**What you are asked to do:** Except for the pictures, output the records in full and exactly.

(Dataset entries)
##########

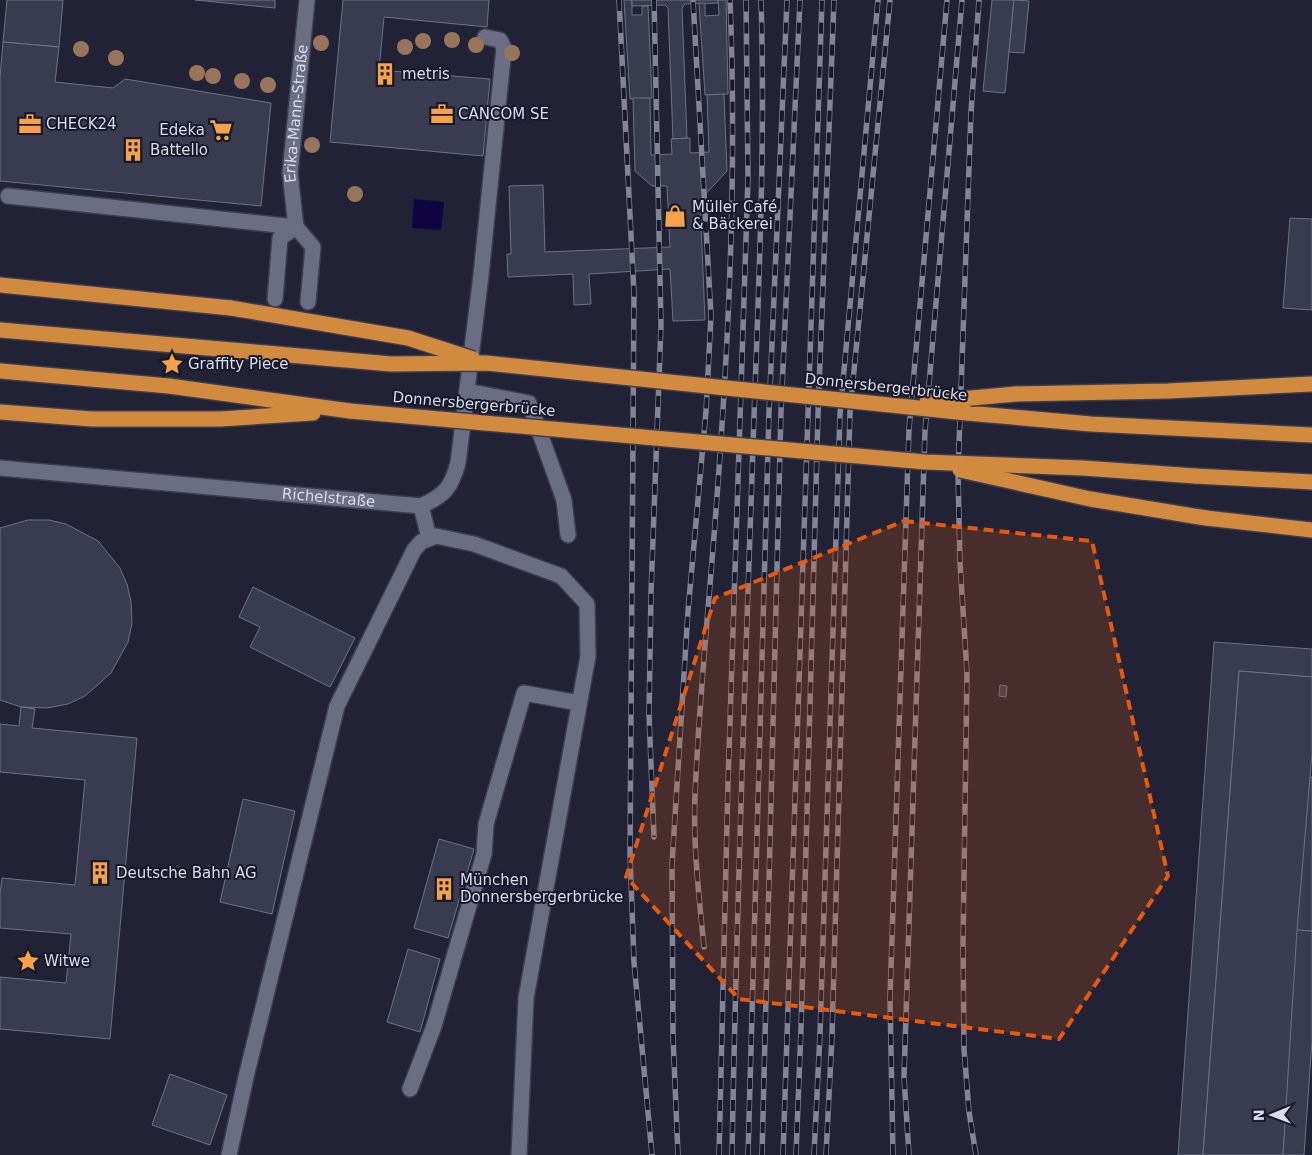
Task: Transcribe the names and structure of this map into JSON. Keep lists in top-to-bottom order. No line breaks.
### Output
{"streets":{"highway":["Donnersbergerbrücke"],"street":["Erika-Mann-Straße","Richelstraße"]},"places":{"building":["metris","Battello","Deutsche Bahn AG","München Donnersbergerbrücke"],"office":["CANCOM SE","CHECK24"],"supermarket":["Edeka"],"shop":["Müller Café & Bäckerei"],"place":["Graffity Piece","Witwe"]},"north":"left"}
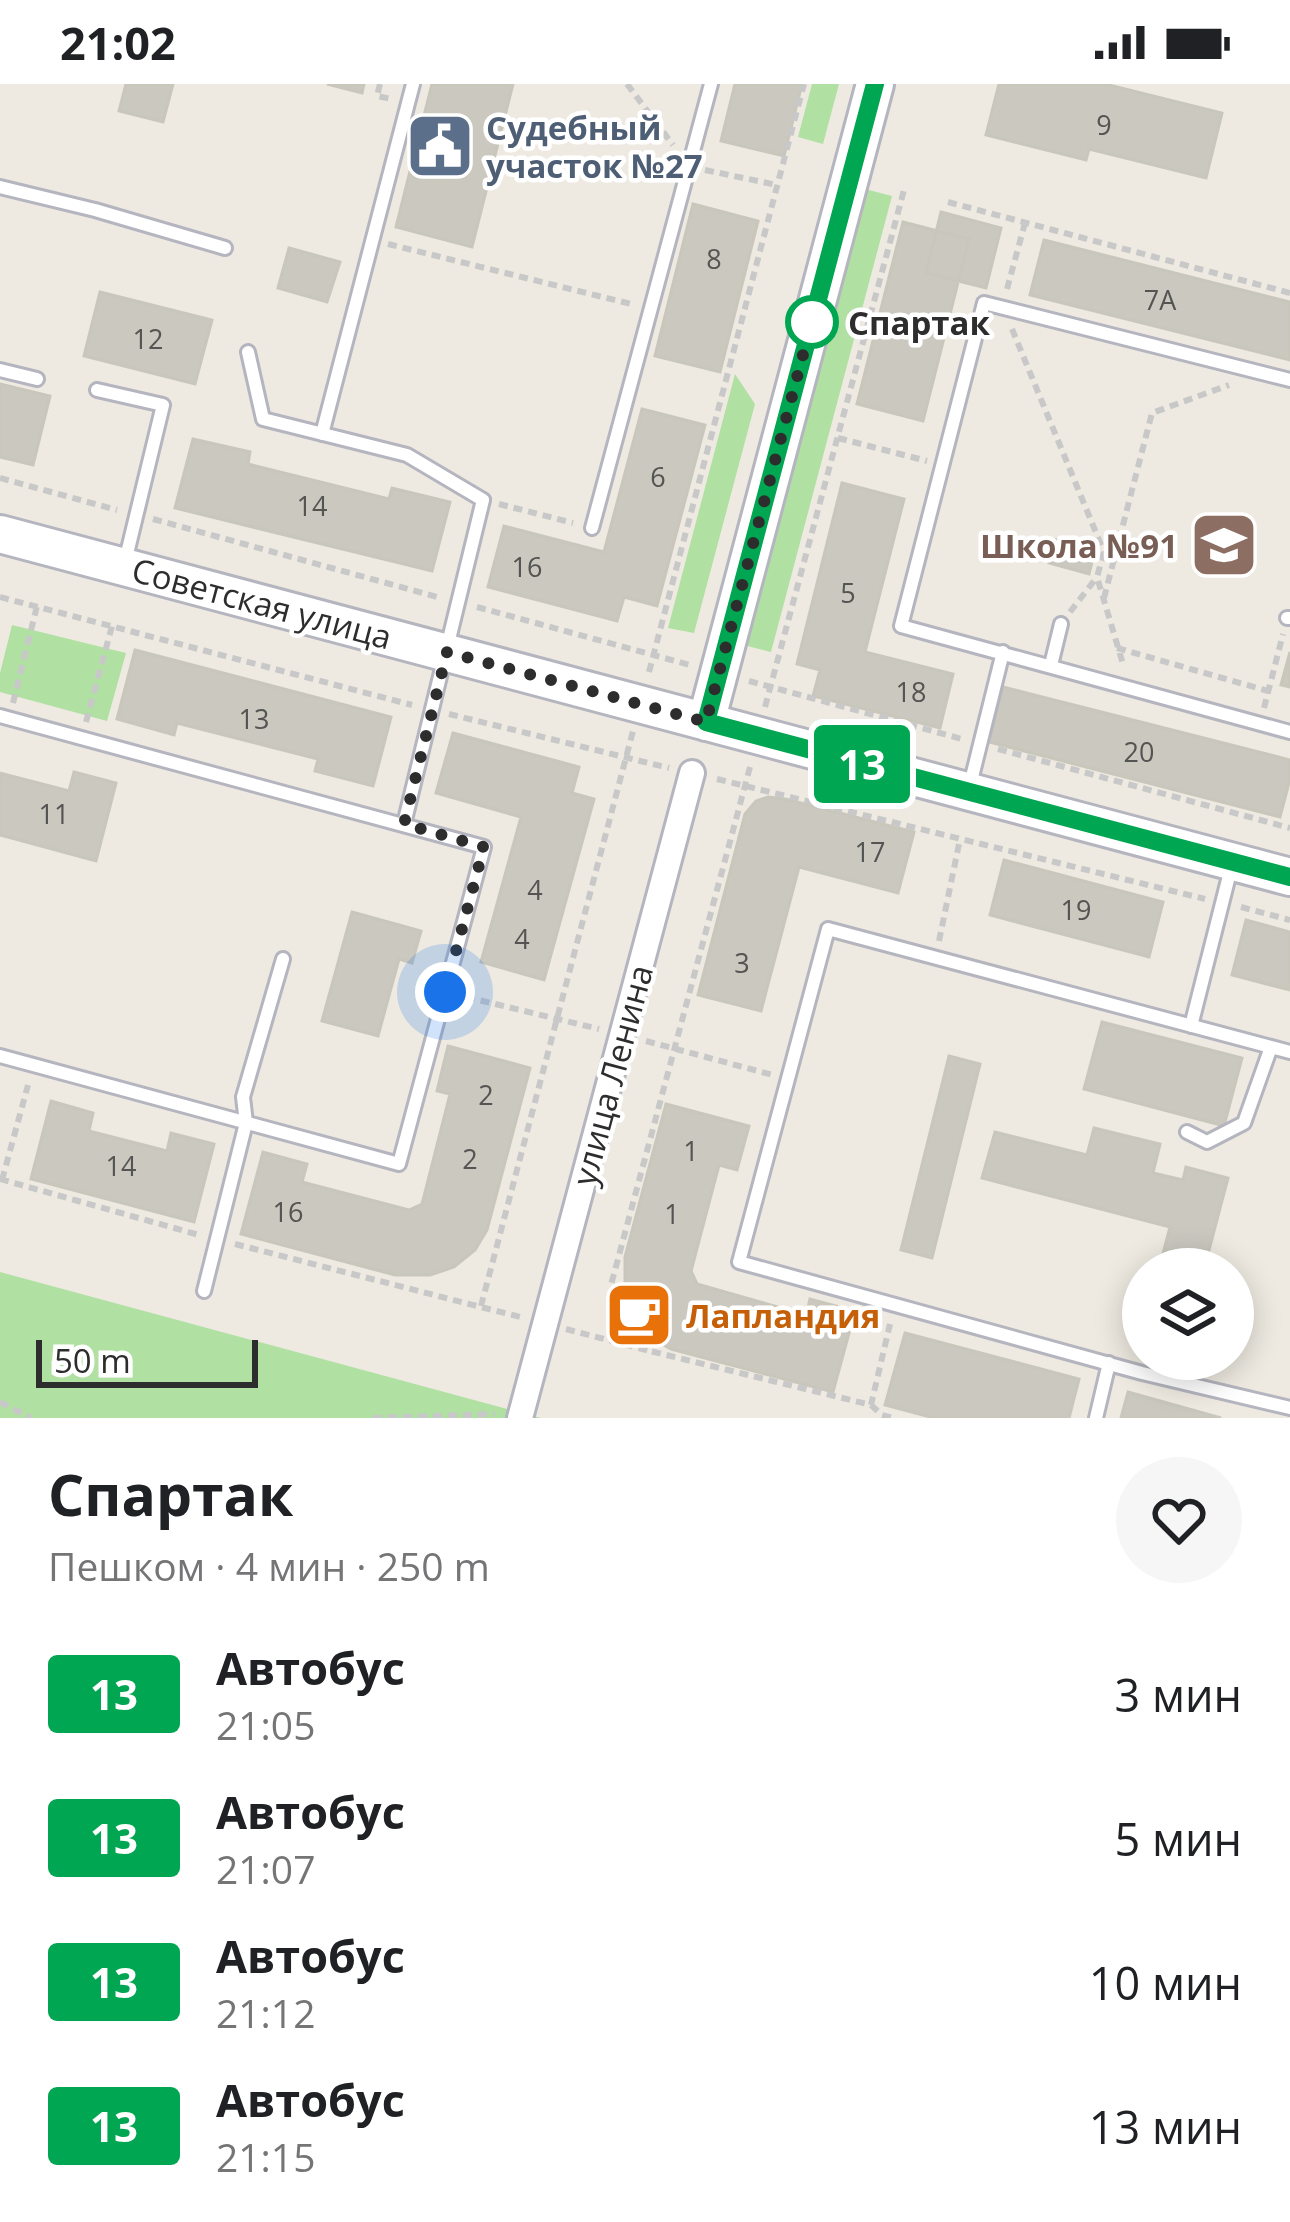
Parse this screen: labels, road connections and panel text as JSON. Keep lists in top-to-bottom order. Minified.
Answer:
{"streets":{"main road":["Советская улица"],"street":["улица Ленина"]},"places":{"public building":["Судебный участок №27"],"other":["Спартак"],"school or university":["Школа №91"],"cafe":["Лапландия"]},"lines":["bus line 13"],"house_numbers":["9","8","7А","12","6","14","16","5","18","13","20","11","17","4","19","4","3","2","1","2","14","16","1"],"scale_bar":"50 m","page":{"status":"21:02","on_map":"13","scale":"50 m","heading":["Спартак","Пешком · 4 мин · 250 m"],"list":[{"mark":"13","name":"Автобус","note":"21:05","value":"3 мин"},{"mark":"13","name":"Автобус","note":"21:07","value":"5 мин"},{"mark":"13","name":"Автобус","note":"21:12","value":"10 мин"},{"mark":"13","name":"Автобус","note":"21:15","value":"13 мин"}]}}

##########

**Final answer:**
Task: Transcribe the names and structure of this map into JSON. Keep lists in top-to-bottom order. No line breaks.
### Output
{"streets":{"highway":["Donnersbergerbrücke"],"street":["Erika-Mann-Straße","Richelstraße"]},"places":{"building":["metris","Battello","Deutsche Bahn AG","München Donnersbergerbrücke"],"office":["CANCOM SE","CHECK24"],"supermarket":["Edeka"],"shop":["Müller Café & Bäckerei"],"place":["Graffity Piece","Witwe"]},"north":"left"}
Parse this screen: labels, road connections and panel text as JSON. Keep lists in top-to-bottom order. Minified.
Answer:
{"streets":{"main road":["Советская улица"],"street":["улица Ленина"]},"places":{"public building":["Судебный участок №27"],"other":["Спартак"],"school or university":["Школа №91"],"cafe":["Лапландия"]},"lines":["bus line 13"],"house_numbers":["9","8","7А","12","6","14","16","5","18","13","20","11","17","4","19","4","3","2","1","2","14","16","1"],"scale_bar":"50 m","page":{"status":"21:02","on_map":"13","scale":"50 m","heading":["Спартак","Пешком · 4 мин · 250 m"],"list":[{"mark":"13","name":"Автобус","note":"21:05","value":"3 мин"},{"mark":"13","name":"Автобус","note":"21:07","value":"5 мин"},{"mark":"13","name":"Автобус","note":"21:12","value":"10 мин"},{"mark":"13","name":"Автобус","note":"21:15","value":"13 мин"}]}}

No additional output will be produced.